Гипс легкомысленного девчачьего цвета был на левой руке. К сожалению, Алешкин, как и большинство людей, был правшой. От школы отвертеться не удастся. Иногда руку неприятно дергало в месте перелома. Но он тоже не собирался унижаться, в первую очередь, перед собой, ссылаясь на боль. Вот если бы у него была астероидная чума, заболевание, широко распространенное среди астронавтов, тогда другое дело. Но у этой болезни были иные симптомы: кровоточащие язвы по всему телу и полная потеря зрения вместе с памятью.
В школу пришлось идти.
В этот день писали сочинение на вечную тему «Кем я хочу быть, когда вырасту». Неожиданно для себя мальчишка написал, что хочет стать офицером, как отец, и расписал на нескольких листах «почему» и «зачем», в два раза превысив заданный объем.
Еще большей неожиданностью стали оценки: «пять» за содержание и «двойка» за грамотность.
Объявив оценки на следующем занятии, учительница отметила Алешкина.
— Хоть кто-то написал с душой, — сказала она, раздавая электронные планшеты со школьными заданиями. — Что же такого важного произошло, раз ты решил бросить дальний космический поиск?
Не дожидаясь ответа, она сухо продолжила:
— Настоящему авантюристу форма идет. Фуражка будет выгодно подчеркивать черты твоего лица.

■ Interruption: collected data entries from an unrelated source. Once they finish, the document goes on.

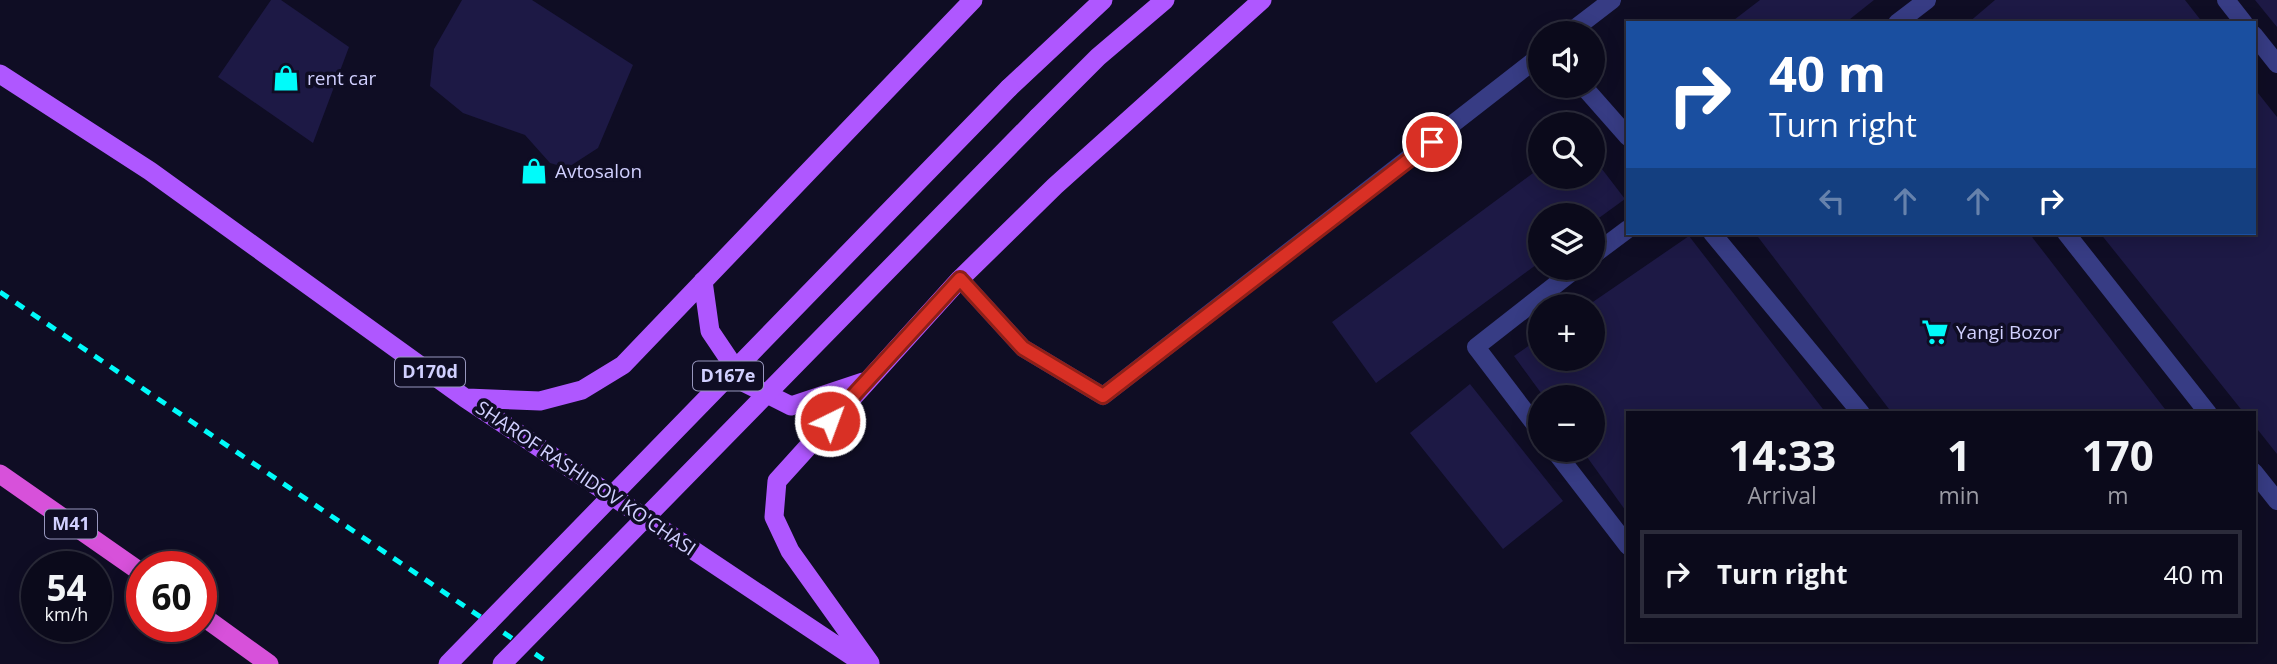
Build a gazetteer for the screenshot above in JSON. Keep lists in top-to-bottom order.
{
  "streets": {
    "highway": ["M41"],
    "main road": ["D170d", "D167e", "SHAROF RASHIDOV KO'CHASI"]
  },
  "places": {
    "shop": ["rent car", "Avtosalon"],
    "supermarket": ["Yangi Bozor"]
  },
  "page": {
    "map_buttons": ["+", "−"],
    "turn": ["40 m", "Turn right"],
    "eta": [
      "14:33",
      "Arrival",
      "1",
      "min",
      "170",
      "m"
    ],
    "list": [
      {
        "name": "Turn right",
        "value": "40 m"
      }
    ],
    "speed": "54 km/h",
    "limit": "60"
  }
}
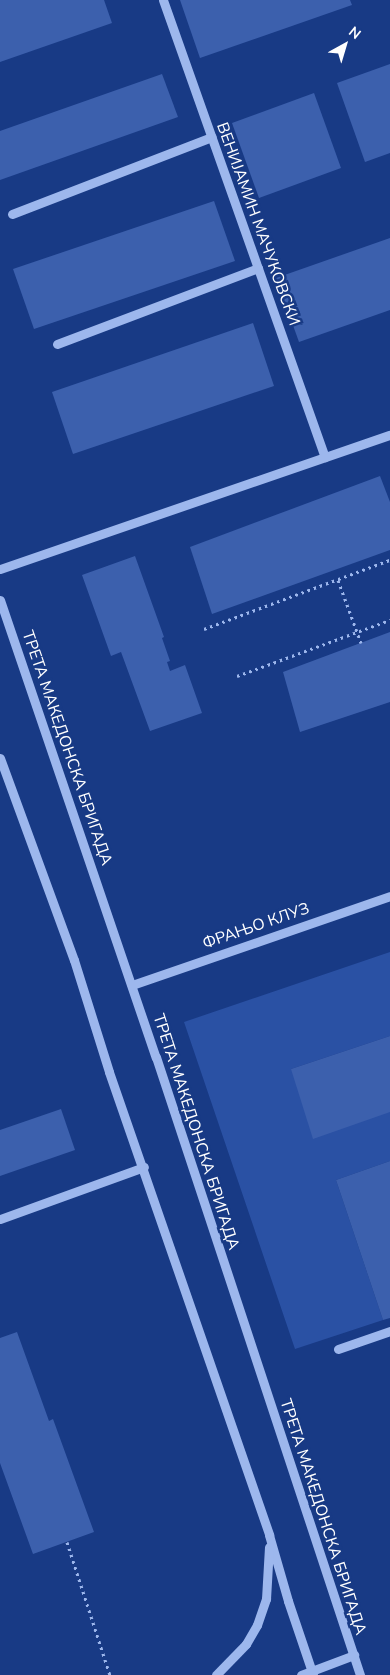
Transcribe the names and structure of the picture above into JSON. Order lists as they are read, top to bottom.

Военных на тихой аграрной планете не то чтобы не любили, к ним относились подчеркнуто нейтрально. Фермеры в душе считали, что выращивать пачуа розовую — вот настоящее дело, а маршировать «ать-два, левой» каждый сможет. Для этого мозгов не надо. А может, учительница просто вспомнила молодость. Тогда она была тайно и безответно влюблена в пилота звездного транспортника, раз в месяц прилетавшего забирать урожай. Они даже пару раз танцевали на празднике Первого урожая. Синяя форма и фуражка с высокой тульей так шли к его волевому лицу. Как давно это было… Почти два года тому назад.
— А вам нравится ваша работа? — осторожно спросил Алешкин, придав голосу максимум почтительности.
— Очень, — поджала губы учительница. — С детства мечтала проверять ваши сочинения.
Прерывистая трель звонка подвела черту под коротким разговором, возвестив окончание урока.
Написав сочинение на заданную тему, он сделал первый шаг в выборе будущей профессии военного. Не самый лучший вариант для скучной аграрной планеты, но все-таки лучше, чем обычная жизнь…
Через два года Алешкин поступил в кадетский корпус на Земле. На вступительных экзаменах он получил двойку по общесодружественному языку, представлявшему смесь русского, английского, немецкого и затесавшегося к ним в компанию французского. Язык Содружества был официально введен в употребление и считался государственным с тех времен, когда исчезли границы и понятие отдельной страны. Тогда и началась эпоха колонизации космоса.